■私たちも応援します!!  (NO.45)

001と005
 私たちの生活は安定した日常の上に成り立っています。それは政治、社会、経済という分野での安定はもちろんのこと、日頃は忘れがちですが、雨や雪や風といった自然の安定も含まれています。昨年の暑い夏や雨・雪の多さが、それを「異常気象」と呼ぶかどうかは別にして、私たちの生活に多大な影響を及ぼしたのは記憶に新しいところでしょう。そして、今回また大地が揺れ、海が暴れて大自然の猛威というものを私たちに見せつけました。
 16年前に阪神淡路大震災を経験した私たちは、大地が揺れる怖さをいやというほど思い知らされましたが、同時に、地震は防火対策と耐震や免震構造の建物とまちなみを作れば減災することができる、ということも学びました。しかし、今回起きた大津波の前では、ただただその凄まじさに驚き、恐れ戦くばかりです。マグニチュード9・0という大きさだけでなく、東北から関東地方の太平洋側の沿岸部が津波と地震で被災するという、その範囲と規模の点でも阪神淡路大震災の比ではありません。震災後1ヶ月経った4月11日現在でも、行方不明者が15,000名弱という未曾有の大災害なのです。
 だからと言って、手をこまねいているわけにはいきません。神戸でもいろんなNPOやグループが県内に避難してくる被災者(原発避難も)の受け入れやケアに動き出していますし、多くの人が現地へ飛んで直接被災地の支援に当たっています。阪神淡路大震災の経験は確実にそして着実に活きています。

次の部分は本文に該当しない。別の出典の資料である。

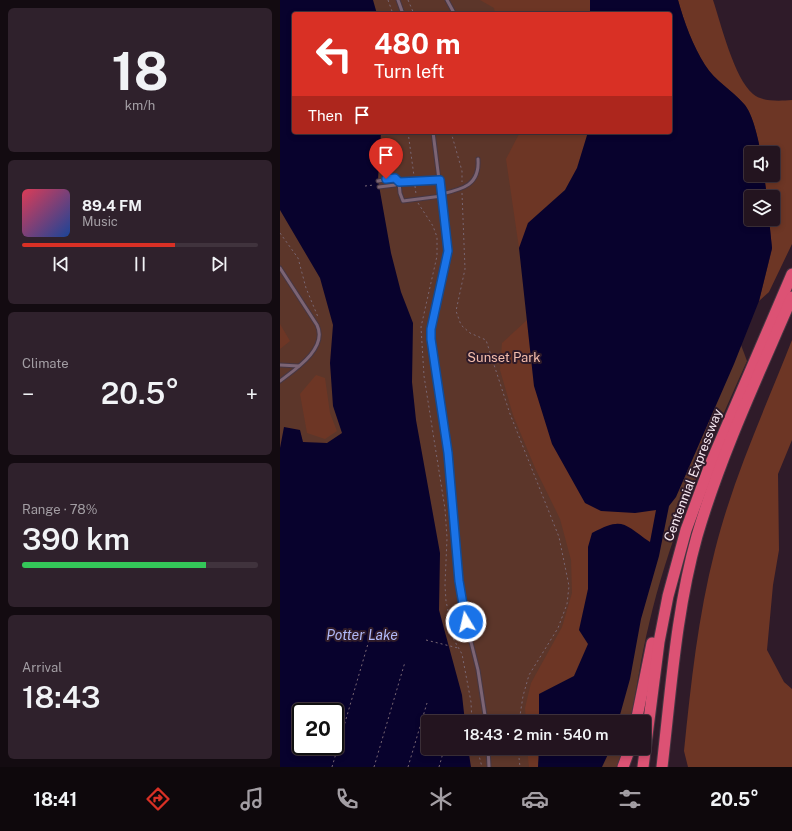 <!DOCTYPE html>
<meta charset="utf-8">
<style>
body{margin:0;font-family:"Public Sans",sans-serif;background:#2f212c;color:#f1f3f6;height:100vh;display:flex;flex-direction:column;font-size:15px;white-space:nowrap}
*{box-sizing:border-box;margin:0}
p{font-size:13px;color:#a39ea4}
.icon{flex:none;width:22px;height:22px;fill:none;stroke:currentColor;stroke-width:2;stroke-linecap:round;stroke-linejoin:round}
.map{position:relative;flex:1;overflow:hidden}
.side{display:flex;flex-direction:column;gap:8px;padding:8px;background:#130b11;width:280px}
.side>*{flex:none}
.hud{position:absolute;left:12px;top:12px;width:380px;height:122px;border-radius:4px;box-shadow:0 2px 6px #0003,0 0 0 1px #40333d;background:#d93025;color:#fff;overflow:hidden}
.tools{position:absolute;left:464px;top:146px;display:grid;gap:8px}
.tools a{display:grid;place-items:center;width:36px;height:36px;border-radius:4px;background:#23141f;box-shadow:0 2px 6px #0003,0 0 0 1px #40333d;font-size:20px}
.speed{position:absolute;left:12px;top:703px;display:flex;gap:8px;font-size:20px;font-weight:700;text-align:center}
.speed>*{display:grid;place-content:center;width:52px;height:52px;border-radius:50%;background:#23141f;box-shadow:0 2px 6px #0003,0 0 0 1px #40333d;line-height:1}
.speed .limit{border:2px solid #111;border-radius:6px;background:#fff;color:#111}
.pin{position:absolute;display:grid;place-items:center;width:34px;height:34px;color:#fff;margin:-41px -17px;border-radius:50% 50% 50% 0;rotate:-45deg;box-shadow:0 0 4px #0007}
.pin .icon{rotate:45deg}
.me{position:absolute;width:44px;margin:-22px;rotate:351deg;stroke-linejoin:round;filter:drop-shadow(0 0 3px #0008)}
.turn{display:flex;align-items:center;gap:14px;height:84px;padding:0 16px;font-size:18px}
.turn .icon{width:52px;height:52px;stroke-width:2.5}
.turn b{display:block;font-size:28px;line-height:34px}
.then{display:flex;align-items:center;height:38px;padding:0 16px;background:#0003;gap:8px;font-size:15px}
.big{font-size:30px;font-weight:600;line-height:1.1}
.side .card{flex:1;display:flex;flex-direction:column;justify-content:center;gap:6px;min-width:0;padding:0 14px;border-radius:6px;background:#2f212c}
.side .dial{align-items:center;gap:0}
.dial b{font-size:52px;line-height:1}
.song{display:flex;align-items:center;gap:12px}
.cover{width:48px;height:48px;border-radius:6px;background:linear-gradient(135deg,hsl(350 70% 55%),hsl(220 70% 35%))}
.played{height:4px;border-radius:2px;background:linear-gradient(90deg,#d93025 65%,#40333d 65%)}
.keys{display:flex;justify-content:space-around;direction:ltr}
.heat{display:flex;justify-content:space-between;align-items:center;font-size:22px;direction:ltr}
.charge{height:6px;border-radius:3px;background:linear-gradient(90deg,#34c759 78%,#40333d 0)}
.trip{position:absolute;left:141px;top:715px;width:230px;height:40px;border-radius:4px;background:#23141f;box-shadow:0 2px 6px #0003,0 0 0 1px #40333d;font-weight:600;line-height:40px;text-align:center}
.tabs{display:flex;height:64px;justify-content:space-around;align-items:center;background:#0e080c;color:#a39ea4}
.tabs .icon{width:28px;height:28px}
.tabs .on{color:#d93025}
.tabs b{font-size:18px;color:#f1f3f6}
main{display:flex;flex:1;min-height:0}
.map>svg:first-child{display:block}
.green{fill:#5c362a;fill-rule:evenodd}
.forest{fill:#6d3625}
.water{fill:#08022d;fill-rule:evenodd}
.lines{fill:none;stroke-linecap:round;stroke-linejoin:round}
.lane-casing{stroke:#473743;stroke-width:5}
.highway-casing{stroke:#473743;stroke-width:13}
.path{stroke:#796773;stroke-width:1;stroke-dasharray:2 3;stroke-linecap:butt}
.lane{stroke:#7c6474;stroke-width:3}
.highway{stroke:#dc5274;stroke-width:11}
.route-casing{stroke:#114b97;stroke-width:10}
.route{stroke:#1a73e8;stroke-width:7}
.labels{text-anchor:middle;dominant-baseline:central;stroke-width:4;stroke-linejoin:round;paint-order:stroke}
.park-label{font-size:13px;fill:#f3bdac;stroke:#2f1b29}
.street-label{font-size:13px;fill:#f6e8f1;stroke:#2f1b29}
.water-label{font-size:14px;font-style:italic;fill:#b1b9f8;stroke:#2f1b29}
</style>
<main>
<section class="side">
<div class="card dial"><b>18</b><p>km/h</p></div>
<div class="card">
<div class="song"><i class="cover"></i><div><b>89.4 FM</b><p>Music</p></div></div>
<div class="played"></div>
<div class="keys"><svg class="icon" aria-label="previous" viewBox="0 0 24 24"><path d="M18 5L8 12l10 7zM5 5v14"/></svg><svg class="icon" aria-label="pause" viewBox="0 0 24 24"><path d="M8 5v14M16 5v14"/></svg><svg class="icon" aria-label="next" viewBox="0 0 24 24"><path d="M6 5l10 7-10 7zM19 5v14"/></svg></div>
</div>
<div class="card"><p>Climate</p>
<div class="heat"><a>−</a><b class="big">20.5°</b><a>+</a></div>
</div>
<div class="card"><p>Range · 78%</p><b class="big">390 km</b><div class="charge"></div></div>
<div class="card"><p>Arrival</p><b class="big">18:43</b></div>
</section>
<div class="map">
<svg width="512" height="767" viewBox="0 0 512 767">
<rect width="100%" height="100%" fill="#2f1b29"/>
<path class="green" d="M0 0H394L437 115 383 135 467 361C429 446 390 533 369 624 361 656 357 689 350 722H148V748H344L338 767H0ZM14 14H390V132H14ZM21 712H55V746H21Z"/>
<g class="forest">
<path d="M200 0H310V14H215L214 8Z"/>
<path d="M398 0H433C441 24 454 78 473 94 482 102 500 101 512 100V244L489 292 479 301 492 249 489 219H493V197H487L484 175H493V153H481C478 139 473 114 464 104 452 90 435 81 425 65 413 46 404 22 398 0Z"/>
<path d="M240 132H308L297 168 285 190 248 223 239 248 226 159Z"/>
<path d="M247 320 254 386 355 513 377 510 370 542 308 547V589L299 630 308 644 294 676 259 694V722H246L245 708 251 683 282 627 292 593 291 560 280 519 255 468 233 415 220 370 222 343Z"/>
<path d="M0 324 10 341 0 349Z"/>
<path d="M512 340V440L498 474 499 550 493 585 487 650 504 682 512 689V767H408L404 751C411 683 418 616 435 550 453 478 485 409 512 340Z"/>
<path d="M36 375 45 378 50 413 57 431 45 439 27 433 20 394Z"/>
<path d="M247 748H259L258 767H249Z"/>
</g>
<g class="water">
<path d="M0 0H93L97 14H14V132H101L98 180 111 253 121 292 133 323 132 382 136 420 160 553 159 610 182 695 185 722H148V748H188L191 767H0V448L4 427 20 430 23 442 47 443 62 433 53 406 50 363 53 325 40 278 0 210ZM21 712H55V746H21Z"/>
<path d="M310 0H398C404 22 413 46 425 65 435 81 452 90 464 104 473 114 478 139 481 153H471V175H484L487 197H471V219H489L492 248 479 301 454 364 396 497 389 506 379 556 361 619 350 679 338 722H259V694L294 676 308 644 299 630 308 589V547L312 533C343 516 344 524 370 542L376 510 355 513 321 511 305 503 272 444 254 386 239 248 248 223 285 190 297 168 308 132H390V14H310Z"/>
<path d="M259 748H331L322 767H258Z"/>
</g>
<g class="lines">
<g class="lane-casing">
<g id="lane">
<path d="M118 0 123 14"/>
<path d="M167 0 173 11"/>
<path d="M153 132 168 251 151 329V339L168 453 179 581 186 622 198 670 206 722"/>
<path d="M160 179 119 182 120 193 123 201 162 196"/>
<path d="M98 181 115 178 119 182 115 185 99 187"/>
<path d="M162 194C183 189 200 185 198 159"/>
<path d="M0 268 37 325C48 348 16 369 0 381"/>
<path d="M0 365 19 366"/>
<path d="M208 748 209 767"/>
</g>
</g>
<g class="highway-casing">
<g id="highway">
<path d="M356 722 372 643"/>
<path d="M343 767 350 748"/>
<path d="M363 767 379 642 388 596 406 530 430 465 512 274"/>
<path d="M382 767C391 690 396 611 417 536 441 454 478 376 512 297"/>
</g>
</g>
<g class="path">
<path d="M108 0 113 14"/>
<path d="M128 0 134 14"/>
<path d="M128 132 134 176"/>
<path d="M171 132 182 171V182"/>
<path d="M85 186 94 185"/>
<path d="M135 186 136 194"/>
<path d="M182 193 185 269 176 311 181 325 190 333 206 340 230 414 279 537 289 586 287 604 278 628 249 675 243 696 239 722"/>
<path d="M138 203 153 226 157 237V256L141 327 144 376 165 509 167 538 165 585 166 601 174 640 182 654 191 702 192 722"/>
<path d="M0 233 18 258 26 288 38 317"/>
<path d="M146 640 178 648"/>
<path d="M197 748 202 767"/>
<path d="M238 748 240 767"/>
<path d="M52 767 92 630"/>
<path d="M94 767 125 662"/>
<path d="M128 767 147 703"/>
<path d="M159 767 163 753"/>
</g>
<use href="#lane" class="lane"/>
<use href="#highway" class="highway"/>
</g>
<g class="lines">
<g class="route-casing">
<path id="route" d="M106 179 115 178 119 182 160 180 168 251 151 329V339L168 453 179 581 186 622"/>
</g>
<use href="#route" class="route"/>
</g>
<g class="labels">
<g class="park-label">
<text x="224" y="357">Sunset Park</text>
</g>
<g class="street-label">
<text transform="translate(413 475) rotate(-69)">Centennial Expressway</text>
</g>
<g class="water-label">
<text x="82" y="635">Potter Lake</text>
</g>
</g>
</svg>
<div class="tools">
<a><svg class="icon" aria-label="sound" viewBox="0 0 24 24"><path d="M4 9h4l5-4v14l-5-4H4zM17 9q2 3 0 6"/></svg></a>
<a><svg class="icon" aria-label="layers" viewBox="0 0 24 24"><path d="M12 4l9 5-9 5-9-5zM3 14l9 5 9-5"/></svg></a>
</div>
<div class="speed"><div class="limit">20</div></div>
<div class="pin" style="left:106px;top:179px;background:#d93025"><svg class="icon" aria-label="arrive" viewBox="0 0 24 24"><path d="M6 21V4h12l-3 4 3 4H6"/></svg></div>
<svg class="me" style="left:186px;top:622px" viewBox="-20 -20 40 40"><circle r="17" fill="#1a73e8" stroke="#fff" stroke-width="3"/><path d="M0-11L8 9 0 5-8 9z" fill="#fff"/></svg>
<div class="trip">18:43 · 2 min · 540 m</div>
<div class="hud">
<div class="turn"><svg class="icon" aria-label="left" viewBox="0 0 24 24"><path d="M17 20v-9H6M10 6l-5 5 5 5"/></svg><div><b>480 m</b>Turn left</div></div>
<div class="then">Then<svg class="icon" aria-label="arrive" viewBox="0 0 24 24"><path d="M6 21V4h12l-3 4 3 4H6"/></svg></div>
</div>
</div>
</main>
<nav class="tabs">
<b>18:41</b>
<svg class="icon on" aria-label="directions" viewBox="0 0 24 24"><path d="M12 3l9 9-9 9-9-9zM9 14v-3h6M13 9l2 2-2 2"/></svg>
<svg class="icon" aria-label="music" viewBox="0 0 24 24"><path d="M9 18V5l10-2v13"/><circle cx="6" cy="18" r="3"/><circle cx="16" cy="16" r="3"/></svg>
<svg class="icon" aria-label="phone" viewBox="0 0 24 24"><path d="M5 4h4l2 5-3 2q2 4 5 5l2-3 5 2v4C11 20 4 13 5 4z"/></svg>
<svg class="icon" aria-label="climate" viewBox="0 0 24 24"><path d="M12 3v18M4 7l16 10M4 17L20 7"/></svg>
<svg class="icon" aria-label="car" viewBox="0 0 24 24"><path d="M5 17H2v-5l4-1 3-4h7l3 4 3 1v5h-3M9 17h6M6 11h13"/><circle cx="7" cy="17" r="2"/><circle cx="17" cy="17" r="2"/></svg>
<svg class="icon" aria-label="filters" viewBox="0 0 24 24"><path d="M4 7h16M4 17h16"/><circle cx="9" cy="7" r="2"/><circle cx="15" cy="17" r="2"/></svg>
<b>20.5°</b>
</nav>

 私はと言えば、行っても何にもできないけど、とにかく現場へ行ってみたいという気持ちが強くて、夜行バスで仙台入りをして4月の2日3日と宮城県の沿岸部を見て回るという「被災地支援ネットワーク」のグループに急遽付いて行きました。とくに、このコラム(2008年7月)でも紹介した石巻市の駅前商店街が気になっていたのです。

石巻駅前の009
 気仙沼から仙台市の南と名取市を見てきましたが、とにかく凄まじいです。筆舌に尽くし難いとはこのことです。被害に「表情」というものがあるとしたら、地域ごとにその表情は違っていました。見るのもつらかったのが仙台市若林区の荒浜地区でした。海のすぐそばで平地が続くこの地区では多くの人が逃げ遅れ、波に呑まれたのです。遺体を探すヘリコプターや捜索隊の姿がなんともやりきれませんでした。
 石巻市は浸水区域が一番広くて、住宅街も港も壊滅状態でしたが、駅前では009が無事に建っていました。いくつかは壊れましたが、商店街にある萬画キャラクターも健在でした。石ノ森萬画館は、館がある中瀬地域はすべての家屋が倒壊しましたが、建物は奇跡的に残っていました。スタッフも全員で無事でした。1階部分は浸水による汚泥と瓦礫で埋まっていましたが、今はほぼきれいになっています。萬画館を管理している指定管理会社の「(株)街づくりまんぼう」の西條允敏(さいじょうまさとし)社長にたまたま会うことができました。萬画館もさることながら、石巻の復興の様子を見ていてくださいね、と言われました。
 まずは住宅再建と漁業の再建が緊急かつ長期的な課題ですが、時間もかかります。私たちにできることの一つは、神戸での経験を被災地にもっともっと伝えることです。それを実践するために、ゴールデン・ウイークには仲間たちとまた石巻へ行ってきます。全国からの支援と知恵と思いが被災地に届くことを祈る毎日です。